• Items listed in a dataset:
'''
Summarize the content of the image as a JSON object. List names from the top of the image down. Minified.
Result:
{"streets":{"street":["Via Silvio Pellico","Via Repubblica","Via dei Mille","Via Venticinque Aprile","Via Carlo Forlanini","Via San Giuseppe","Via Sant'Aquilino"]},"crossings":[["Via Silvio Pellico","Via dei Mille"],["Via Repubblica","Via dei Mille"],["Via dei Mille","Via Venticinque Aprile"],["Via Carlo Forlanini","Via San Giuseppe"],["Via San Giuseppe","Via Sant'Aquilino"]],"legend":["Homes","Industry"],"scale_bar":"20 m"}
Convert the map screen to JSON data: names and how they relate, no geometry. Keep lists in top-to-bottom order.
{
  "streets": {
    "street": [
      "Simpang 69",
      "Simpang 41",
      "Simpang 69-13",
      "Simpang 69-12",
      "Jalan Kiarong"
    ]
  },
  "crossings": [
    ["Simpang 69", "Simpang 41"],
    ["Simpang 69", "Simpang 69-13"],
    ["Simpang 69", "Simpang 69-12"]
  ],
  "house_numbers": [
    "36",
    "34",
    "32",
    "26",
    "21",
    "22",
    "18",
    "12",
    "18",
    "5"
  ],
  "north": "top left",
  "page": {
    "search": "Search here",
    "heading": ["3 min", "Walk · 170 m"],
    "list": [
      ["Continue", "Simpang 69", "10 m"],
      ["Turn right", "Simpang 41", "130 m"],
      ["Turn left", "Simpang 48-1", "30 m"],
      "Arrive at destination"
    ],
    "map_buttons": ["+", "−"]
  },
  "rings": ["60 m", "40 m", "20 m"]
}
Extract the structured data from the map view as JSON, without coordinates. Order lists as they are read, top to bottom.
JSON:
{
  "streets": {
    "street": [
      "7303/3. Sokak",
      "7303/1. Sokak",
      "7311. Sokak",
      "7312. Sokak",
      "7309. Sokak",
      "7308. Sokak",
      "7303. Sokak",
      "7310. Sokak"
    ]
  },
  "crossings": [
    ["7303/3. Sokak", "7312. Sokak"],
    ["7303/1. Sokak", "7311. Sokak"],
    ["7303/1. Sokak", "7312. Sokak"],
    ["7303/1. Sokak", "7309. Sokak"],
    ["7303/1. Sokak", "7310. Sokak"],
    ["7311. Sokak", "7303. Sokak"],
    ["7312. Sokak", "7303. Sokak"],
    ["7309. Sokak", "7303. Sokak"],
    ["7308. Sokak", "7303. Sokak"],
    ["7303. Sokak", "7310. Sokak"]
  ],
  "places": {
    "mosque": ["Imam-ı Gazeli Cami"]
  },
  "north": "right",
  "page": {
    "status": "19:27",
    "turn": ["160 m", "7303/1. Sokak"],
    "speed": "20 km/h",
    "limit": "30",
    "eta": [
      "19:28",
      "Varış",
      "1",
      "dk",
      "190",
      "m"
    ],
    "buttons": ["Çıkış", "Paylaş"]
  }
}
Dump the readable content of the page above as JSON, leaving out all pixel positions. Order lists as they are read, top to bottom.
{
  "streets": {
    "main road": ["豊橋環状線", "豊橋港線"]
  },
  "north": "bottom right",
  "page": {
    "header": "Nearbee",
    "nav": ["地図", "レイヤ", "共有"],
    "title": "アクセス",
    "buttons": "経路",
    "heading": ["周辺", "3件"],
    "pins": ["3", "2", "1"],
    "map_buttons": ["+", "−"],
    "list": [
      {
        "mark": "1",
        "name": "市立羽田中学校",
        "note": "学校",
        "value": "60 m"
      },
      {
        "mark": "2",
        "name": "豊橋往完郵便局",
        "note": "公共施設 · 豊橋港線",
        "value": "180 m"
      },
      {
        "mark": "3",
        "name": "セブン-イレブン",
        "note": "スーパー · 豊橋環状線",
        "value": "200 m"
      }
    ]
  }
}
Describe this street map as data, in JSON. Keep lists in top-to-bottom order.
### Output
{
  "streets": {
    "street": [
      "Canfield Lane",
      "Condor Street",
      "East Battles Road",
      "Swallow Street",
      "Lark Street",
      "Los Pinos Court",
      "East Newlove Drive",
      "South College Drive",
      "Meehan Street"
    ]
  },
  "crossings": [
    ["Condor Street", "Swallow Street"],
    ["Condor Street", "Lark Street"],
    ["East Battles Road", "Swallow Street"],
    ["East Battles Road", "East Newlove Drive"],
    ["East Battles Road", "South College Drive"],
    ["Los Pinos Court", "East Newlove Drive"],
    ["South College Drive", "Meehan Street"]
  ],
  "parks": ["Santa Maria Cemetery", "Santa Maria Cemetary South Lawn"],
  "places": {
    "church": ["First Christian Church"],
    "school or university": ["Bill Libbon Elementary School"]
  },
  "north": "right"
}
'''
• Required work:
Every entry must be set down again exactly as it reads.

• Solution:
Summarize the content of the image as a JSON object. List names from the top of the image down. Minified.
Result:
{"streets":{"street":["Via Silvio Pellico","Via Repubblica","Via dei Mille","Via Venticinque Aprile","Via Carlo Forlanini","Via San Giuseppe","Via Sant'Aquilino"]},"crossings":[["Via Silvio Pellico","Via dei Mille"],["Via Repubblica","Via dei Mille"],["Via dei Mille","Via Venticinque Aprile"],["Via Carlo Forlanini","Via San Giuseppe"],["Via San Giuseppe","Via Sant'Aquilino"]],"legend":["Homes","Industry"],"scale_bar":"20 m"}
Convert the map screen to JSON data: names and how they relate, no geometry. Keep lists in top-to-bottom order.
{
  "streets": {
    "street": [
      "Simpang 69",
      "Simpang 41",
      "Simpang 69-13",
      "Simpang 69-12",
      "Jalan Kiarong"
    ]
  },
  "crossings": [
    ["Simpang 69", "Simpang 41"],
    ["Simpang 69", "Simpang 69-13"],
    ["Simpang 69", "Simpang 69-12"]
  ],
  "house_numbers": [
    "36",
    "34",
    "32",
    "26",
    "21",
    "22",
    "18",
    "12",
    "18",
    "5"
  ],
  "north": "top left",
  "page": {
    "search": "Search here",
    "heading": ["3 min", "Walk · 170 m"],
    "list": [
      ["Continue", "Simpang 69", "10 m"],
      ["Turn right", "Simpang 41", "130 m"],
      ["Turn left", "Simpang 48-1", "30 m"],
      "Arrive at destination"
    ],
    "map_buttons": ["+", "−"]
  },
  "rings": ["60 m", "40 m", "20 m"]
}
Extract the structured data from the map view as JSON, without coordinates. Order lists as they are read, top to bottom.
JSON:
{
  "streets": {
    "street": [
      "7303/3. Sokak",
      "7303/1. Sokak",
      "7311. Sokak",
      "7312. Sokak",
      "7309. Sokak",
      "7308. Sokak",
      "7303. Sokak",
      "7310. Sokak"
    ]
  },
  "crossings": [
    ["7303/3. Sokak", "7312. Sokak"],
    ["7303/1. Sokak", "7311. Sokak"],
    ["7303/1. Sokak", "7312. Sokak"],
    ["7303/1. Sokak", "7309. Sokak"],
    ["7303/1. Sokak", "7310. Sokak"],
    ["7311. Sokak", "7303. Sokak"],
    ["7312. Sokak", "7303. Sokak"],
    ["7309. Sokak", "7303. Sokak"],
    ["7308. Sokak", "7303. Sokak"],
    ["7303. Sokak", "7310. Sokak"]
  ],
  "places": {
    "mosque": ["Imam-ı Gazeli Cami"]
  },
  "north": "right",
  "page": {
    "status": "19:27",
    "turn": ["160 m", "7303/1. Sokak"],
    "speed": "20 km/h",
    "limit": "30",
    "eta": [
      "19:28",
      "Varış",
      "1",
      "dk",
      "190",
      "m"
    ],
    "buttons": ["Çıkış", "Paylaş"]
  }
}
Dump the readable content of the page above as JSON, leaving out all pixel positions. Order lists as they are read, top to bottom.
{
  "streets": {
    "main road": ["豊橋環状線", "豊橋港線"]
  },
  "north": "bottom right",
  "page": {
    "header": "Nearbee",
    "nav": ["地図", "レイヤ", "共有"],
    "title": "アクセス",
    "buttons": "経路",
    "heading": ["周辺", "3件"],
    "pins": ["3", "2", "1"],
    "map_buttons": ["+", "−"],
    "list": [
      {
        "mark": "1",
        "name": "市立羽田中学校",
        "note": "学校",
        "value": "60 m"
      },
      {
        "mark": "2",
        "name": "豊橋往完郵便局",
        "note": "公共施設 · 豊橋港線",
        "value": "180 m"
      },
      {
        "mark": "3",
        "name": "セブン-イレブン",
        "note": "スーパー · 豊橋環状線",
        "value": "200 m"
      }
    ]
  }
}
Describe this street map as data, in JSON. Keep lists in top-to-bottom order.
### Output
{
  "streets": {
    "street": [
      "Canfield Lane",
      "Condor Street",
      "East Battles Road",
      "Swallow Street",
      "Lark Street",
      "Los Pinos Court",
      "East Newlove Drive",
      "South College Drive",
      "Meehan Street"
    ]
  },
  "crossings": [
    ["Condor Street", "Swallow Street"],
    ["Condor Street", "Lark Street"],
    ["East Battles Road", "Swallow Street"],
    ["East Battles Road", "East Newlove Drive"],
    ["East Battles Road", "South College Drive"],
    ["Los Pinos Court", "East Newlove Drive"],
    ["South College Drive", "Meehan Street"]
  ],
  "parks": ["Santa Maria Cemetery", "Santa Maria Cemetary South Lawn"],
  "places": {
    "church": ["First Christian Church"],
    "school or university": ["Bill Libbon Elementary School"]
  },
  "north": "right"
}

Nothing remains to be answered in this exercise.